> [Work instruction] Show every line below where "labels" appears.

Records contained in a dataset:

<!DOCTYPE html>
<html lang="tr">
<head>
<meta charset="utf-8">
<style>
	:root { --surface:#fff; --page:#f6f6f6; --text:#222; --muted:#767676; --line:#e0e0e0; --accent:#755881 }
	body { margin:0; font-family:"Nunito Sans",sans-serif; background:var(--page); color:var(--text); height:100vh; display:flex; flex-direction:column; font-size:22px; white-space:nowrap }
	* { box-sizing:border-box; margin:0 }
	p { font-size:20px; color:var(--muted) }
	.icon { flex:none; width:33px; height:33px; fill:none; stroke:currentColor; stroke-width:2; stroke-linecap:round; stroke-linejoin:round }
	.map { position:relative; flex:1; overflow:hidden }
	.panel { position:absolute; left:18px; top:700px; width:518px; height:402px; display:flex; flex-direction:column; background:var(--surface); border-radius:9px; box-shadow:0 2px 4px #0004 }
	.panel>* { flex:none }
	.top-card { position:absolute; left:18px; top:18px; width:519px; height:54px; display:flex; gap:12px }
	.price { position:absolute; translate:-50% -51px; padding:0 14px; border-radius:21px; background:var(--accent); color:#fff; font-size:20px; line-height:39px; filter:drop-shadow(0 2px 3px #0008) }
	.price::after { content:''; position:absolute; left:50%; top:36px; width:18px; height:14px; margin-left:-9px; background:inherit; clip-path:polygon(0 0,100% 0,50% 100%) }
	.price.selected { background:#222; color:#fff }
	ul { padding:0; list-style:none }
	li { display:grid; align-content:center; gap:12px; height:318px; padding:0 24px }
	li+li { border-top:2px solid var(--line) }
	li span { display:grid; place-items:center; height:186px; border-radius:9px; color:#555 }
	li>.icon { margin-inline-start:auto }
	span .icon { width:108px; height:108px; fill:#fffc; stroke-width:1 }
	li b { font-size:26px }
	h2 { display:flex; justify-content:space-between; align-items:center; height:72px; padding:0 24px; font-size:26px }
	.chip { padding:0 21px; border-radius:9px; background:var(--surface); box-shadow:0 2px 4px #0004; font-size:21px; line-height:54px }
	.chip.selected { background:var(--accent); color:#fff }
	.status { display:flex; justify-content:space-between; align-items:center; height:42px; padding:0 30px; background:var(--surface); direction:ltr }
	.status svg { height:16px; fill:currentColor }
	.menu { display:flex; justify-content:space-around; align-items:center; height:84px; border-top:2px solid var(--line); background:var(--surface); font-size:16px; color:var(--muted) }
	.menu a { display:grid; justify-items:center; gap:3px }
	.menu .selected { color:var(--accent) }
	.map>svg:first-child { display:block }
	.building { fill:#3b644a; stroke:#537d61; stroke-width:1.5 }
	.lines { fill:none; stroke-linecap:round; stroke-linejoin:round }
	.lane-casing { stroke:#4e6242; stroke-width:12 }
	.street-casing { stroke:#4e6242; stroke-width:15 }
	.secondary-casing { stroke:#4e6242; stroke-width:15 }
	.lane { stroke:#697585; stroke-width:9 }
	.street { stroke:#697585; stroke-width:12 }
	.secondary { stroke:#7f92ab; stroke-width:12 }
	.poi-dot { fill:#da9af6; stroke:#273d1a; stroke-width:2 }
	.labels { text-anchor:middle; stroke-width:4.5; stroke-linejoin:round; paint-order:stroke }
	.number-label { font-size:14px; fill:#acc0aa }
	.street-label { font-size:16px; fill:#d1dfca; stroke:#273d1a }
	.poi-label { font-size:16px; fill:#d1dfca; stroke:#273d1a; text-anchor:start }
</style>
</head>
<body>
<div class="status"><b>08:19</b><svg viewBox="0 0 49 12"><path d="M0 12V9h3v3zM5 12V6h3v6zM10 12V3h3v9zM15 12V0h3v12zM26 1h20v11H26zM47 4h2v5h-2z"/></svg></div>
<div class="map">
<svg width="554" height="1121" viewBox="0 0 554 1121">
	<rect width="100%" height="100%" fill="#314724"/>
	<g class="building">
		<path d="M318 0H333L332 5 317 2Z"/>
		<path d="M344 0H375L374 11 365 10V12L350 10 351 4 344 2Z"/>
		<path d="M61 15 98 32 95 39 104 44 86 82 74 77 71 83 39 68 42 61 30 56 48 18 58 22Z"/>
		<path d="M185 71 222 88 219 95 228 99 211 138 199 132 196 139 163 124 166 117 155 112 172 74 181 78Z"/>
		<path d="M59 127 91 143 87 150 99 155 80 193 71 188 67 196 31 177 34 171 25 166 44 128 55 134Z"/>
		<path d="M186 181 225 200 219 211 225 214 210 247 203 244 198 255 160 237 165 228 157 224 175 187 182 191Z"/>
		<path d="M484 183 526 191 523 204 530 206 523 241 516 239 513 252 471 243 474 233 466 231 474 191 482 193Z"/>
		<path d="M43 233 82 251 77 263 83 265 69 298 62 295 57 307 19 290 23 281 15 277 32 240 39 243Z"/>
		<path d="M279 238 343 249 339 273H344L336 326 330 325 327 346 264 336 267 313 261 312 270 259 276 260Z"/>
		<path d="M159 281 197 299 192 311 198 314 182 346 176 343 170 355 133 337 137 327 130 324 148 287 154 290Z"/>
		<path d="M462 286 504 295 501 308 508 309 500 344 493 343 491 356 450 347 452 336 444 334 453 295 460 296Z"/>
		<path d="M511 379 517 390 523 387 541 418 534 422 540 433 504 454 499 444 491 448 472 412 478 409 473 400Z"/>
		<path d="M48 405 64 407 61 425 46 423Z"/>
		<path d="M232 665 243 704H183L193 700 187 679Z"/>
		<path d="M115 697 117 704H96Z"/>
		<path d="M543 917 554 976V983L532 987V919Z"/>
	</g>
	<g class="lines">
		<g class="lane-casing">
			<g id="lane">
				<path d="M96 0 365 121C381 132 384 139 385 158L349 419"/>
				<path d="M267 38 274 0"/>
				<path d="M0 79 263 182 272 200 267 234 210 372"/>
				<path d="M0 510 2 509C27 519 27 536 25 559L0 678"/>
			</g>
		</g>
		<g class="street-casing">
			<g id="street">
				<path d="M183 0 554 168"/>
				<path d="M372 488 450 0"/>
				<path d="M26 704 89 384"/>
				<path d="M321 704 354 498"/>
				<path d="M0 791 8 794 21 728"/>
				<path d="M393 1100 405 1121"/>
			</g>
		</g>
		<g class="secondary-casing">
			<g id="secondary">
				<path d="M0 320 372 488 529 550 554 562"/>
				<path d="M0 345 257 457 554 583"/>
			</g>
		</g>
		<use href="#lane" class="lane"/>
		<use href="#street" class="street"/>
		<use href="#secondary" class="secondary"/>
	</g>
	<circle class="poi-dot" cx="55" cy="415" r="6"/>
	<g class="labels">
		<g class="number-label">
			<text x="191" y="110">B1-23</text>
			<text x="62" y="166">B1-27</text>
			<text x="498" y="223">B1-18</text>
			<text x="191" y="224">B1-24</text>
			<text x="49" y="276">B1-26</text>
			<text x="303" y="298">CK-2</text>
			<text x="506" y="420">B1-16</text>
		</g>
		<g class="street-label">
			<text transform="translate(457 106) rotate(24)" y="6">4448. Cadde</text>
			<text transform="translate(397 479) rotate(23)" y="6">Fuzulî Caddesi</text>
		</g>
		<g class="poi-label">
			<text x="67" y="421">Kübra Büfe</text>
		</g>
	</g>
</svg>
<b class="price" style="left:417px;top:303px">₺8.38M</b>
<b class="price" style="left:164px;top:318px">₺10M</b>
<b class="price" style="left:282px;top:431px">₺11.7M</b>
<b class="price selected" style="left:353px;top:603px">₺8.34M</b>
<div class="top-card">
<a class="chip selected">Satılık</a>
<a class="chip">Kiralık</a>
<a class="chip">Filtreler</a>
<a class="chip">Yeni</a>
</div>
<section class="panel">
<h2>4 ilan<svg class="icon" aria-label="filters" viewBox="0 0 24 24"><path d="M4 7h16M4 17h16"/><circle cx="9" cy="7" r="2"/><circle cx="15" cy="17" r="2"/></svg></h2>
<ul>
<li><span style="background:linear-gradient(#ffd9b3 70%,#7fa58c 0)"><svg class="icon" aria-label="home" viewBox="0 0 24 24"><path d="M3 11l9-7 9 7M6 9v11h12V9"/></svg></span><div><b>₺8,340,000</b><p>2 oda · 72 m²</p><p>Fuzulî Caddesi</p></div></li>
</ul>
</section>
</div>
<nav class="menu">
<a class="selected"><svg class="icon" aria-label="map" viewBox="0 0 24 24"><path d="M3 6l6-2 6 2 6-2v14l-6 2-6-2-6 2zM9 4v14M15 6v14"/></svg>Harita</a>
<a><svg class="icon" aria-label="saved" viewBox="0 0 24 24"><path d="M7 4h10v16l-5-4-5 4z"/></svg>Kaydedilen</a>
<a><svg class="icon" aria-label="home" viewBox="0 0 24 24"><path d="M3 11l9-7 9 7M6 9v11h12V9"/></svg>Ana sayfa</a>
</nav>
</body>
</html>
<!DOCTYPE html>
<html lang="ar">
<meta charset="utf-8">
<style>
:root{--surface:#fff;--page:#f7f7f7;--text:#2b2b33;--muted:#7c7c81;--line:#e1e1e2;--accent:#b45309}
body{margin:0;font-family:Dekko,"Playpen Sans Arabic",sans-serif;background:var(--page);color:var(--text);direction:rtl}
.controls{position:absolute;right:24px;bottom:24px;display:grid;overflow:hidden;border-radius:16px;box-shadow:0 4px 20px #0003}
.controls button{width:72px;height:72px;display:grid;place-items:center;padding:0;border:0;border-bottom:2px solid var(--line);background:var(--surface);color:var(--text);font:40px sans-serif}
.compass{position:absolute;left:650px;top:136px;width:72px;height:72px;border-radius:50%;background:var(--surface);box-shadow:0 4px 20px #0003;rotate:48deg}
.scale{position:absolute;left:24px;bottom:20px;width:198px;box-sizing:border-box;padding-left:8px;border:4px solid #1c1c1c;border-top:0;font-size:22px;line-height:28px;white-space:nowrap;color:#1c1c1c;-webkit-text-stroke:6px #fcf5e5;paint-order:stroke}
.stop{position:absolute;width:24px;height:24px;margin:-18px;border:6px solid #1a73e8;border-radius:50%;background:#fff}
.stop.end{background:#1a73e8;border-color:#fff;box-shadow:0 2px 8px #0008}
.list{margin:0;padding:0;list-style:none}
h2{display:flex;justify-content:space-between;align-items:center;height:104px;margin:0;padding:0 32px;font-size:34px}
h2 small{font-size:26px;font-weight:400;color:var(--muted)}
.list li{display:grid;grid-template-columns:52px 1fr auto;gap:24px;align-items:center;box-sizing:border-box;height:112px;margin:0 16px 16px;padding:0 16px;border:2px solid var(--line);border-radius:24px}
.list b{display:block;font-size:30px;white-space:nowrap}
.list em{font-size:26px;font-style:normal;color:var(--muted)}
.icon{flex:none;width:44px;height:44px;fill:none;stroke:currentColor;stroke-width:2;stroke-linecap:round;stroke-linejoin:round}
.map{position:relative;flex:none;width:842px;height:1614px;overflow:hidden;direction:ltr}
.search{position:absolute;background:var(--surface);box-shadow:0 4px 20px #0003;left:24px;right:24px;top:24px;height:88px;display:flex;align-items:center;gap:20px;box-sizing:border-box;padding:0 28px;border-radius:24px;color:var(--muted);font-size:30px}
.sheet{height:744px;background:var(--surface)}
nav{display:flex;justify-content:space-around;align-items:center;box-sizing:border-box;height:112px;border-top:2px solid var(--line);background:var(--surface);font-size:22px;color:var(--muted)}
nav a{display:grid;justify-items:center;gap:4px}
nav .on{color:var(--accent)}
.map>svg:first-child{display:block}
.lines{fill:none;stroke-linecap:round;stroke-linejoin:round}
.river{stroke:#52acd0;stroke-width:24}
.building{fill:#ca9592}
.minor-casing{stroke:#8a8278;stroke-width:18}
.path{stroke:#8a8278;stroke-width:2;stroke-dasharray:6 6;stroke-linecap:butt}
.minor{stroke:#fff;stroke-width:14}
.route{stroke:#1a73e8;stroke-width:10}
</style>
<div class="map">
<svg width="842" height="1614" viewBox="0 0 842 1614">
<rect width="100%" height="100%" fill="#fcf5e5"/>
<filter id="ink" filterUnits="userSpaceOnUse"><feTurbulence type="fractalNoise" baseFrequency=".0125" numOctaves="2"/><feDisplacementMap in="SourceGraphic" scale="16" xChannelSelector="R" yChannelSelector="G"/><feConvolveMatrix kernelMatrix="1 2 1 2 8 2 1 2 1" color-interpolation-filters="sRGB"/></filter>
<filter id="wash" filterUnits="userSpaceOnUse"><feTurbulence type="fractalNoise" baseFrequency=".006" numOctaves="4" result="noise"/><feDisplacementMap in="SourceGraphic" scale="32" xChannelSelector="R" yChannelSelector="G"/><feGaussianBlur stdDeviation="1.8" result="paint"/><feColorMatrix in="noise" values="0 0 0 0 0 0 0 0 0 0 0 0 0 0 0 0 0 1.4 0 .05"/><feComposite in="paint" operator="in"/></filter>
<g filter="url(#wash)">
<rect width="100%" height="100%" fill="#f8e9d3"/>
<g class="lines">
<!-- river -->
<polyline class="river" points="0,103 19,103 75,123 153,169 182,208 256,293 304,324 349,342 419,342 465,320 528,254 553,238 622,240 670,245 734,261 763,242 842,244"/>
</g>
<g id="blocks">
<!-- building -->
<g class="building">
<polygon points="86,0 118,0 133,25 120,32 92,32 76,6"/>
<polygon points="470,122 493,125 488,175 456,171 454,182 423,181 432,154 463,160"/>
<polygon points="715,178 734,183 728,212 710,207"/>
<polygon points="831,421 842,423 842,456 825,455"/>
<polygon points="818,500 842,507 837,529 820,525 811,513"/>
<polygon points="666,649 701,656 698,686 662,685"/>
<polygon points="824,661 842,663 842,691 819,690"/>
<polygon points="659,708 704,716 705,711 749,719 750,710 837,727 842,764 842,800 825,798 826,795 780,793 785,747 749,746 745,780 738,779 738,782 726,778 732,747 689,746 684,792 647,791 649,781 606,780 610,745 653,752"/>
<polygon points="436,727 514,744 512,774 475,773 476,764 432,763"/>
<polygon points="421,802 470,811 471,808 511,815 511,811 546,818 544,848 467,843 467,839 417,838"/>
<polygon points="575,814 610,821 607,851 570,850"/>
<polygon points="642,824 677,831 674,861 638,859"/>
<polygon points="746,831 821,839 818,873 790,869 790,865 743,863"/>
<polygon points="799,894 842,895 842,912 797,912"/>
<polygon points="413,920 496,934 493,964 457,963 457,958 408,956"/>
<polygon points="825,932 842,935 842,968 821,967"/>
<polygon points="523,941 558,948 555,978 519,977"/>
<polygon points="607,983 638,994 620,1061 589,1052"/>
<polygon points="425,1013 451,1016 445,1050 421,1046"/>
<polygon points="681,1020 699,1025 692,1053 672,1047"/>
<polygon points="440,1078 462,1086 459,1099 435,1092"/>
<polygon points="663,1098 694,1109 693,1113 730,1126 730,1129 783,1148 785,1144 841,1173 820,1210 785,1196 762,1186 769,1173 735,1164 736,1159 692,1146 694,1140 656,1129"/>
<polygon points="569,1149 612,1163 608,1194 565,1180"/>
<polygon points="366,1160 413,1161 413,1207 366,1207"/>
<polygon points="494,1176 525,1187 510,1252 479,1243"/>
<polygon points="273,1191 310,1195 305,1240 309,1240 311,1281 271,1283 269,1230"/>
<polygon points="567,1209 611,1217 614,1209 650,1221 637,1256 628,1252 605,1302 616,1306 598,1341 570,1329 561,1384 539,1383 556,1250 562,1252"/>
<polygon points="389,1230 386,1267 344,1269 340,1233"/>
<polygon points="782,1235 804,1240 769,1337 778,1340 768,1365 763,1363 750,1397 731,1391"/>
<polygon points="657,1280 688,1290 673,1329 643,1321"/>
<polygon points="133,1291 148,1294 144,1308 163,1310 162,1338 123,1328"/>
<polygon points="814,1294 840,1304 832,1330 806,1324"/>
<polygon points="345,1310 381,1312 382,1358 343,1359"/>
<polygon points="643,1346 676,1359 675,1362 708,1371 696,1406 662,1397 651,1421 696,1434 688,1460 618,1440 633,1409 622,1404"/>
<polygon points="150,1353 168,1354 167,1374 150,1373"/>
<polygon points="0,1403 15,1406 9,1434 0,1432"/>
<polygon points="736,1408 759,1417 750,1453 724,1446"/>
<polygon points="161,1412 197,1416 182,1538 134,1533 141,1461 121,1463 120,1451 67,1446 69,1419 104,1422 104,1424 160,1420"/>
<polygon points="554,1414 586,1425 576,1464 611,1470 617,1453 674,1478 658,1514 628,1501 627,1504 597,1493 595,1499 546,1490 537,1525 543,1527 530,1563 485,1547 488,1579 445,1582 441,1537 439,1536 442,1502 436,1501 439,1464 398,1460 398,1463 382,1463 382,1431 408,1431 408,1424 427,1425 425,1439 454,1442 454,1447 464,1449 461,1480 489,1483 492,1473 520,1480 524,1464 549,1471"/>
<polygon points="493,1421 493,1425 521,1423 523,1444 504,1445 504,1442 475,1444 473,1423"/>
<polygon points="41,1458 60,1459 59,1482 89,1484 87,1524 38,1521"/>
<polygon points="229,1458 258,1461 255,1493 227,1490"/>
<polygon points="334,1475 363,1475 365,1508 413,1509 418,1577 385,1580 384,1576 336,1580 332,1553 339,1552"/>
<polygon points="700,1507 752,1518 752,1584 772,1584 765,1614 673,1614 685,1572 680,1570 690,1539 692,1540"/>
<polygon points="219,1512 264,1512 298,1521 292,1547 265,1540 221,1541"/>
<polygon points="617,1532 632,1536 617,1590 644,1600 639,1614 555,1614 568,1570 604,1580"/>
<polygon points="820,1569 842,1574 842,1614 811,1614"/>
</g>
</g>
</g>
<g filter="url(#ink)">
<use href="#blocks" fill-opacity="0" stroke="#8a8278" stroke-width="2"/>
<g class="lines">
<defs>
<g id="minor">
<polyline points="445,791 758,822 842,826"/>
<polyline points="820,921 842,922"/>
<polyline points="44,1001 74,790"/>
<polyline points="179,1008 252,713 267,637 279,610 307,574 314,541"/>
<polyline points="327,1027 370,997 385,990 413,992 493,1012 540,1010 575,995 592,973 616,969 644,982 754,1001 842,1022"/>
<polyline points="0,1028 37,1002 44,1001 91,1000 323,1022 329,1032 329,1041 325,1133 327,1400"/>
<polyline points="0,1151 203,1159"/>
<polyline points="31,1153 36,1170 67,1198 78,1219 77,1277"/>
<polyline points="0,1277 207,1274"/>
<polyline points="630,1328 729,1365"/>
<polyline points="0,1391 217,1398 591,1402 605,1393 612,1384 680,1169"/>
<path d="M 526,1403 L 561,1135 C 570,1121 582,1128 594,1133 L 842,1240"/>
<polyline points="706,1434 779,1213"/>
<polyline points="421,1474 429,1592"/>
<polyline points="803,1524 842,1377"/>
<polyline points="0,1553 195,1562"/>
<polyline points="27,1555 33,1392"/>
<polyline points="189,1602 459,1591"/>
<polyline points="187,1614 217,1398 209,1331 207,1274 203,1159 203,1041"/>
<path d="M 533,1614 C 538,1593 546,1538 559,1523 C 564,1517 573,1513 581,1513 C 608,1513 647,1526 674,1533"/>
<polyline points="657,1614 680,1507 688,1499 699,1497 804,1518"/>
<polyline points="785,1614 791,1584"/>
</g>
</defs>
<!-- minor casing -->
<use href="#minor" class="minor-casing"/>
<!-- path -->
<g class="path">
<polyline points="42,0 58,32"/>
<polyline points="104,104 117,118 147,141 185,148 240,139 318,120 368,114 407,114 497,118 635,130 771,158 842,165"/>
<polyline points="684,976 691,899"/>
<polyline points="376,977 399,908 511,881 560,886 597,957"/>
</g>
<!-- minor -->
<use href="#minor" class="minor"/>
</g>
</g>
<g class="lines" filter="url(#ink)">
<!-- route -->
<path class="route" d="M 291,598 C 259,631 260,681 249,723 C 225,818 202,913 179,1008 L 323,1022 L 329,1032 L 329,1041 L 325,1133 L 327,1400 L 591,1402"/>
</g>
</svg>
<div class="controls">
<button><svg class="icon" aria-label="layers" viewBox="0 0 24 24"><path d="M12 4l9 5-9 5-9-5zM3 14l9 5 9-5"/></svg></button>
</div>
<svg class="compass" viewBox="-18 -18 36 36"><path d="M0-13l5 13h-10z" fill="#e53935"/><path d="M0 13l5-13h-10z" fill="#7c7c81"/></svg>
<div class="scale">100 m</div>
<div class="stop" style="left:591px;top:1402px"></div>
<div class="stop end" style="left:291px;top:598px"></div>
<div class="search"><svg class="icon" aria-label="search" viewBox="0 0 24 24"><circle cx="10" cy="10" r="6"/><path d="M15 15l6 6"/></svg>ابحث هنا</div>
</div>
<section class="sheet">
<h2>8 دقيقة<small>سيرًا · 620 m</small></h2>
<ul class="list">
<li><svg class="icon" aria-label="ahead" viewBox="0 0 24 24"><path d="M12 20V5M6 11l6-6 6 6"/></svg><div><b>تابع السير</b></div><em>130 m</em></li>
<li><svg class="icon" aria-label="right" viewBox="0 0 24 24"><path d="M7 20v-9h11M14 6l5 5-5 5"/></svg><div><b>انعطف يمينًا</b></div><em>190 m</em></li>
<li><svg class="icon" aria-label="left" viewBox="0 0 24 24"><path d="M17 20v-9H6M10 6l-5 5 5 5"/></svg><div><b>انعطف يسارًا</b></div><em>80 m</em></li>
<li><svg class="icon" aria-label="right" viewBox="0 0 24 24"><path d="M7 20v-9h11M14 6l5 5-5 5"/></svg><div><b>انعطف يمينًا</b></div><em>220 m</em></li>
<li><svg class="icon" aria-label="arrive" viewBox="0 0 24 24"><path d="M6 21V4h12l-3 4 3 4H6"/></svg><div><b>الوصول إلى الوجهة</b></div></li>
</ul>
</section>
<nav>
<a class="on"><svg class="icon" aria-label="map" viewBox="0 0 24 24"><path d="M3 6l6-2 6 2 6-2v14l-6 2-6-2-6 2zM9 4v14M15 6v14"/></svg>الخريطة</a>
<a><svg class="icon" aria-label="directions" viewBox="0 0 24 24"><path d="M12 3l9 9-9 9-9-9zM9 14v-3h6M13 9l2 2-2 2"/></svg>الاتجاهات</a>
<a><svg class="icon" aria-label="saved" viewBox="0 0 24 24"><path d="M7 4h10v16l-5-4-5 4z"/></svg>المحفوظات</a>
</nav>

> [Completed exercise]
	.labels { text-anchor:middle; stroke-width:4.5; stroke-linejoin:round; paint-order:stroke }
	<g class="labels">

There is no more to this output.